**WORK TO BE COMPLETED**. Go through the data below and copy each line where the word "xChannelSelector" occurs.

(Stored data)
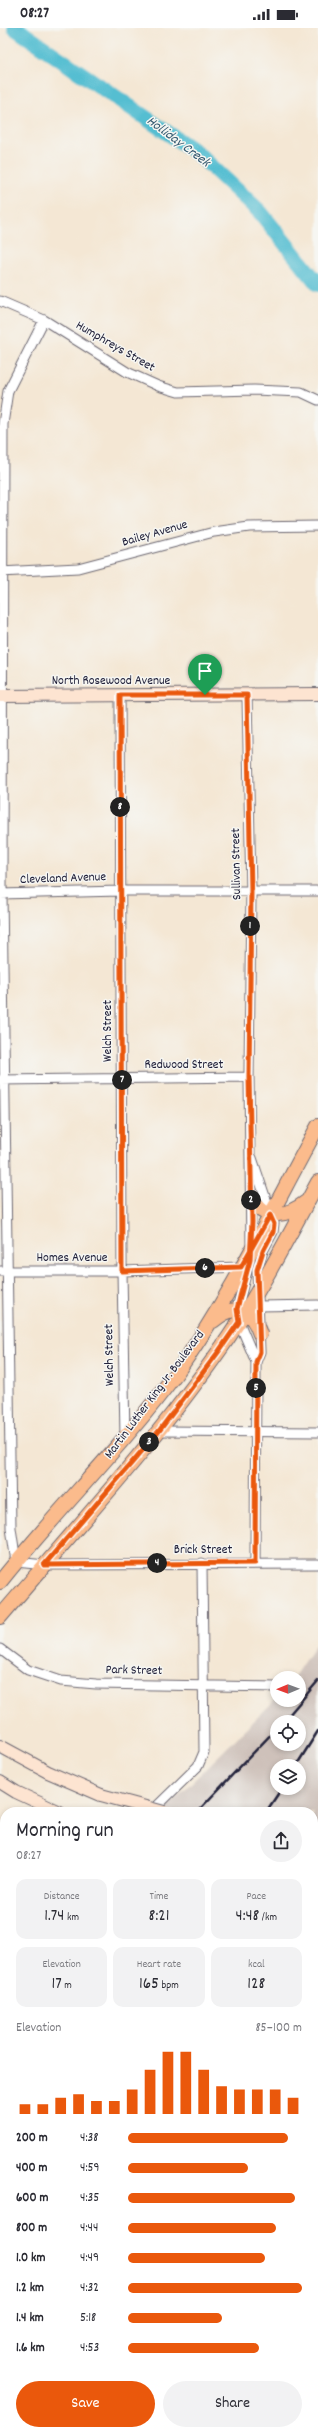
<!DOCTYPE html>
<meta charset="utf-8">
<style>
body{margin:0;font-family:Dekko,sans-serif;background:#f2f2f3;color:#2b2b33;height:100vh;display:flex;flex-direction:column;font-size:15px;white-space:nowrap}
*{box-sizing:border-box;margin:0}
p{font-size:13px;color:#7c7c81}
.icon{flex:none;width:22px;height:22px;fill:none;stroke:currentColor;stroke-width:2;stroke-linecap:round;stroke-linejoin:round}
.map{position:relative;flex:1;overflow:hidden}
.drawer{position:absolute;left:0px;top:1779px;width:318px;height:628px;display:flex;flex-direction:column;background:#fff;border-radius:16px 16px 0 0;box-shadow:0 2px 6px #0003}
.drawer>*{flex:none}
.needle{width:26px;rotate:269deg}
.buttons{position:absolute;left:270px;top:1643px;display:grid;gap:8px}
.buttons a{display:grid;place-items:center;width:36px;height:36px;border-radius:50%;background:#fff;box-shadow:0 2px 6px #0003;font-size:20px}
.pin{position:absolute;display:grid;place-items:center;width:34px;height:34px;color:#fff;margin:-41px -17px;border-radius:50% 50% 50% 0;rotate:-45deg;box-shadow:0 0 4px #0007}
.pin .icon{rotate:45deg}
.km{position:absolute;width:20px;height:20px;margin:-10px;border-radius:50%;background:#222;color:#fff;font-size:11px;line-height:20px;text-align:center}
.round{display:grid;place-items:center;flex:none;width:42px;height:42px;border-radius:21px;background:#f2f2f3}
.overview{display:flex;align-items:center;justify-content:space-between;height:68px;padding:0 16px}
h1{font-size:22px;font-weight:600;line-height:30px}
.metrics{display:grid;grid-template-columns:repeat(3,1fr);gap:6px;height:68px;padding:4px 16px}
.metrics div{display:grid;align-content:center;border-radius:10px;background:#f2f2f3;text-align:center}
.metrics b{font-size:17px;font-weight:600}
.metrics small{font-size:11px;font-weight:400}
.metrics p{font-size:11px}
.chart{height:112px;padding:8px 16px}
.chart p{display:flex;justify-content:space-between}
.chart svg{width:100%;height:72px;margin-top:4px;stroke:#ea580c;stroke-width:6}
.primary-button{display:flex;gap:8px;margin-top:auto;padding:8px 16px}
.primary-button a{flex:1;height:46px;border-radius:24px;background:#ea580c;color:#fff;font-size:16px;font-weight:600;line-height:46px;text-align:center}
.primary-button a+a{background:#f2f2f3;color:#2b2b33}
ul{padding:0 16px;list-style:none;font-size:13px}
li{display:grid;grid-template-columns:64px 48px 1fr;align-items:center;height:30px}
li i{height:10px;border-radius:5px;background:#ea580c}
.status{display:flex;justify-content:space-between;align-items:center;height:28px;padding:0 20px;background:#fff;direction:ltr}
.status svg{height:11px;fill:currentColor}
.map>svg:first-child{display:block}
</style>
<div class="status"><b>08:27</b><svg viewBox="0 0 49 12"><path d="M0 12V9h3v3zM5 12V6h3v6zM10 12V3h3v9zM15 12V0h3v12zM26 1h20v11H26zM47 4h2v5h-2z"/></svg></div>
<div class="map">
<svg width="318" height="2407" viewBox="0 0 318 2407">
<rect width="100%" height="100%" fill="#f6f6f2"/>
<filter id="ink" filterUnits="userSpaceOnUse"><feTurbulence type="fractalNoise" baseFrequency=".025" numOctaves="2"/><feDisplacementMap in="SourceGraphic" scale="8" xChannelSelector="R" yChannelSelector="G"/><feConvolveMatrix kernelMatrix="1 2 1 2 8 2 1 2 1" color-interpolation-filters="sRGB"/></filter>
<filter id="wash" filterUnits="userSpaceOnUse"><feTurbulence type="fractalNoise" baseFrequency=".012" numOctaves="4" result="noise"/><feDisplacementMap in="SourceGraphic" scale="16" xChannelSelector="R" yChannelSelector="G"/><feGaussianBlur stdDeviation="0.9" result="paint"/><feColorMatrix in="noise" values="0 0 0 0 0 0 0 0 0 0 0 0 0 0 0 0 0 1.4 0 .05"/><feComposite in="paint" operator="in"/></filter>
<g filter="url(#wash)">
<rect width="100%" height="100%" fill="#f4e7d4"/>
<path fill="#cec1ba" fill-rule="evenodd" d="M 318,1613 L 318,1862 L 313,1861 L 313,1784 L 162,1784 L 277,1670 L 277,1672 L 299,1672 L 299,1650 L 293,1650 ZM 277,1694 L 299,1694 L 299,1716 L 277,1716 ZM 277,1738 L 299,1738 L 299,1760 L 277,1760 Z
M 0,1854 L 5,1854 L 5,2118 L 0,2121 Z"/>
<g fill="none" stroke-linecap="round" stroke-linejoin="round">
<path stroke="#55bed1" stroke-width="16" d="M 15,0 L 197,125 L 260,184 L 318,256"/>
</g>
</g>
<g filter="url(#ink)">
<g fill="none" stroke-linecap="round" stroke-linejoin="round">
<defs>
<path id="street" d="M 0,273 L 44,292 L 127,344 L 158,358 L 178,364 L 254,362 L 301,364 L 318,372
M 44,292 L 8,363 L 3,396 L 2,866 L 11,1500 L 16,1534 L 45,1537 L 318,1536
M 0,544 L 78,540 L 214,504 L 249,499 L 318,498
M 120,667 L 122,1243 L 125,1410
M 247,667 L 251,863 L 249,1049 L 251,1218
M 0,866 L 120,863 L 318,863
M 0,1052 L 249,1049
M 252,1130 L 274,1195 L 273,1204 L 263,1223 L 257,1242 L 260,1324 L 256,1334 L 255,1535
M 250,1231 L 237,1281 L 239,1294 L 256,1334
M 0,1243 L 122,1243 L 241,1239
M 259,1278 L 318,1277
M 159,1403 L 318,1404
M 0,1621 L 28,1642 L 61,1653 L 96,1656 L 277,1659
M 151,1784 L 198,1738 L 204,1724 L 202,1535
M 0,1830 L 5,1833
M 313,1900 L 318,1899
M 313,2096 L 318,2092
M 313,2112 L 318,2120
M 0,2295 L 5,2302
M 313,2311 L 318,2307
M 0,2317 L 5,2313
M 76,2402 L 79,2407
M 293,2402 L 297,2407
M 176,2407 L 183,2402"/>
<path id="secondary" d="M 0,668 L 318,666
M 0,1718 L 48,1744 L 101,1767
M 0,1754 L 16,1764 L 59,1784
M 313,1803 L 318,1803
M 313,1847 L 318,1849"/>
<path id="primary" d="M 251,1171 C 264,1194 288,1188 306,1174
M 213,1293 C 235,1275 251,1279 260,1306
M 0,1554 C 57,1482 123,1418 177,1344 C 232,1267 273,1180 318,1098
M 0,1589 C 74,1502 153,1417 219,1323 C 257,1270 287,1211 318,1154"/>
</defs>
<use href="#street" stroke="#6c6771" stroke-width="11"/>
<use href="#secondary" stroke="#6c6771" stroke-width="14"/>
<use href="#primary" stroke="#6c6771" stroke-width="16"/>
<use href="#street" stroke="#fff" stroke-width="9"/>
<use href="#secondary" stroke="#fde4d1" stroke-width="12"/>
<use href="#primary" stroke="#fbbb8c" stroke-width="14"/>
<path stroke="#22223b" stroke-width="2.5" d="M 283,1694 L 318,1653
M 296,1738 L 318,1703
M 197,1784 L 277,1700
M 266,1784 L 282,1760
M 313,1911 L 318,1909
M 0,1983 L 5,1978
M 0,2068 L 5,2065
M 0,2106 L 5,2102
M 0,2118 L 5,2114"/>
<defs>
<path id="secondary-bridge" d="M 101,1767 L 164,1784"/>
</defs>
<use href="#secondary-bridge" stroke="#6c6771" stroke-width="14" stroke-linecap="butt"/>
<use href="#secondary-bridge" stroke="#fde4d1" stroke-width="12"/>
</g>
</g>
<g fill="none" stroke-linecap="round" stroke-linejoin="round" filter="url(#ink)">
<defs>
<path id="route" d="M 205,667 L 247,667 L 251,863 L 249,1049 L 252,1194 L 250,1232 L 240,1269 L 237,1281 L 239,1294 L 219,1323 L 159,1403 L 44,1537 L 255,1535 L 256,1334 L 260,1324 L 257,1242 L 263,1223 L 273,1204 L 274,1196 L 270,1187 L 241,1239 L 122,1243 L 120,667 L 205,667"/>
</defs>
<use href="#route" stroke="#fff" stroke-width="8"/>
<use href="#route" stroke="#ea580c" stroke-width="5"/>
</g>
<g text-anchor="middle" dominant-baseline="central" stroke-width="3" stroke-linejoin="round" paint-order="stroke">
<g font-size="13" fill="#22223b" stroke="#f6f6f2">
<text transform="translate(115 319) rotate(30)">Humphreys Street</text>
<text transform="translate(155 506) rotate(-16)">Bailey Avenue</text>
<text x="111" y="653">North Rosewood Avenue</text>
<text transform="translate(237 836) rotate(-91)">Sullivan Street</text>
<text transform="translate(63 851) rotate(-2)">Cleveland Avenue</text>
<text transform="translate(108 1003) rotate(-90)">Welch Street</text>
<text x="184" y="1037">Redwood Street</text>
<text x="72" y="1230">Homes Avenue</text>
<text transform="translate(110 1327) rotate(-91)">Welch Street</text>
<text transform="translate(155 1367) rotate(-53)">Martin Luther King Jr. Boulevard</text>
<text x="203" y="1522">Brick Street</text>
<text transform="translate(134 1643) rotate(1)">Park Street</text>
</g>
<g font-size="14" font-style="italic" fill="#345970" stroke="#f6f6f2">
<text transform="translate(178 114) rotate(37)">Holliday Creek</text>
</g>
</g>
</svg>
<div class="buttons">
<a><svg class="needle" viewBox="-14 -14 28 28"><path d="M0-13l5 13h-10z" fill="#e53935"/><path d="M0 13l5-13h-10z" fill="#7c7c81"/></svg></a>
<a><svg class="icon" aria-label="locate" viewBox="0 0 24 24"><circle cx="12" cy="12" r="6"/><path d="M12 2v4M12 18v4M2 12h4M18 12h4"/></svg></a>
<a><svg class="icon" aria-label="layers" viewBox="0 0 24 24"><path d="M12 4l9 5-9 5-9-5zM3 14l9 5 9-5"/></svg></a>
</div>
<div class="pin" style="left:205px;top:667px;background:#1e9e55"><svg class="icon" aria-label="arrive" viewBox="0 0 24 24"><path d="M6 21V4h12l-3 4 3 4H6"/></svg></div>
<b class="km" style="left:250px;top:898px">1</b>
<b class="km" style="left:251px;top:1172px">2</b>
<b class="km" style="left:149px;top:1414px">3</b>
<b class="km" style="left:157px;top:1535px">4</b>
<b class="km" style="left:256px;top:1360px">5</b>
<b class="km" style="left:205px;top:1240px">6</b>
<b class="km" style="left:122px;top:1052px">7</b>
<b class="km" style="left:120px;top:779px">8</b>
<section class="drawer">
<div class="overview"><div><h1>Morning run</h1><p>08:27</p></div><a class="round"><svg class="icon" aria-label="share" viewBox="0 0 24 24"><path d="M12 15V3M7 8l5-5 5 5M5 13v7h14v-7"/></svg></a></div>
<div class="metrics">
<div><p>Distance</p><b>1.74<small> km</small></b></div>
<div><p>Time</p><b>8:21</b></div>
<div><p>Pace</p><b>4:48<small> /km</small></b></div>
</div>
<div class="metrics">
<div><p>Elevation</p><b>17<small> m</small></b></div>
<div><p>Heart rate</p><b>165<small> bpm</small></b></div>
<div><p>kcal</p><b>128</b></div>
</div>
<div class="chart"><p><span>Elevation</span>85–100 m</p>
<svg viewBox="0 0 160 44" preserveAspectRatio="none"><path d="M5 44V38M15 44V38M25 44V34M35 44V32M45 44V36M55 44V36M65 44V29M75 44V17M85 44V6M95 44V6M105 44V17M115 44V27M125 44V29M135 44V29M145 44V29M155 44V34"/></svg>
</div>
<ul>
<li><b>200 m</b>4:38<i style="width:92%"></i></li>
<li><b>400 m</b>4:59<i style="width:69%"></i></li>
<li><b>600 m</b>4:35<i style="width:96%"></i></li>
<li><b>800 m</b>4:44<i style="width:85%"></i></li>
<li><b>1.0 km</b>4:49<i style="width:79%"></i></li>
<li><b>1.2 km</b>4:32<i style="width:100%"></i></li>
<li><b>1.4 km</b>5:18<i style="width:54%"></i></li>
<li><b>1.6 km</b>4:53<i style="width:75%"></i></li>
</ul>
<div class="primary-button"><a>Save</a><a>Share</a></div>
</section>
</div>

**OUTPUT OF THE TASK**.
<filter id="ink" filterUnits="userSpaceOnUse"><feTurbulence type="fractalNoise" baseFrequency=".025" numOctaves="2"/><feDisplacementMap in="SourceGraphic" scale="8" xChannelSelector="R" yChannelSelector="G"/><feConvolveMatrix kernelMatrix="1 2 1 2 8 2 1 2 1" color-interpolation-filters="sRGB"/></filter>
<filter id="wash" filterUnits="userSpaceOnUse"><feTurbulence type="fractalNoise" baseFrequency=".012" numOctaves="4" result="noise"/><feDisplacementMap in="SourceGraphic" scale="16" xChannelSelector="R" yChannelSelector="G"/><feGaussianBlur stdDeviation="0.9" result="paint"/><feColorMatrix in="noise" values="0 0 0 0 0 0 0 0 0 0 0 0 0 0 0 0 0 1.4 0 .05"/><feComposite in="paint" operator="in"/></filter>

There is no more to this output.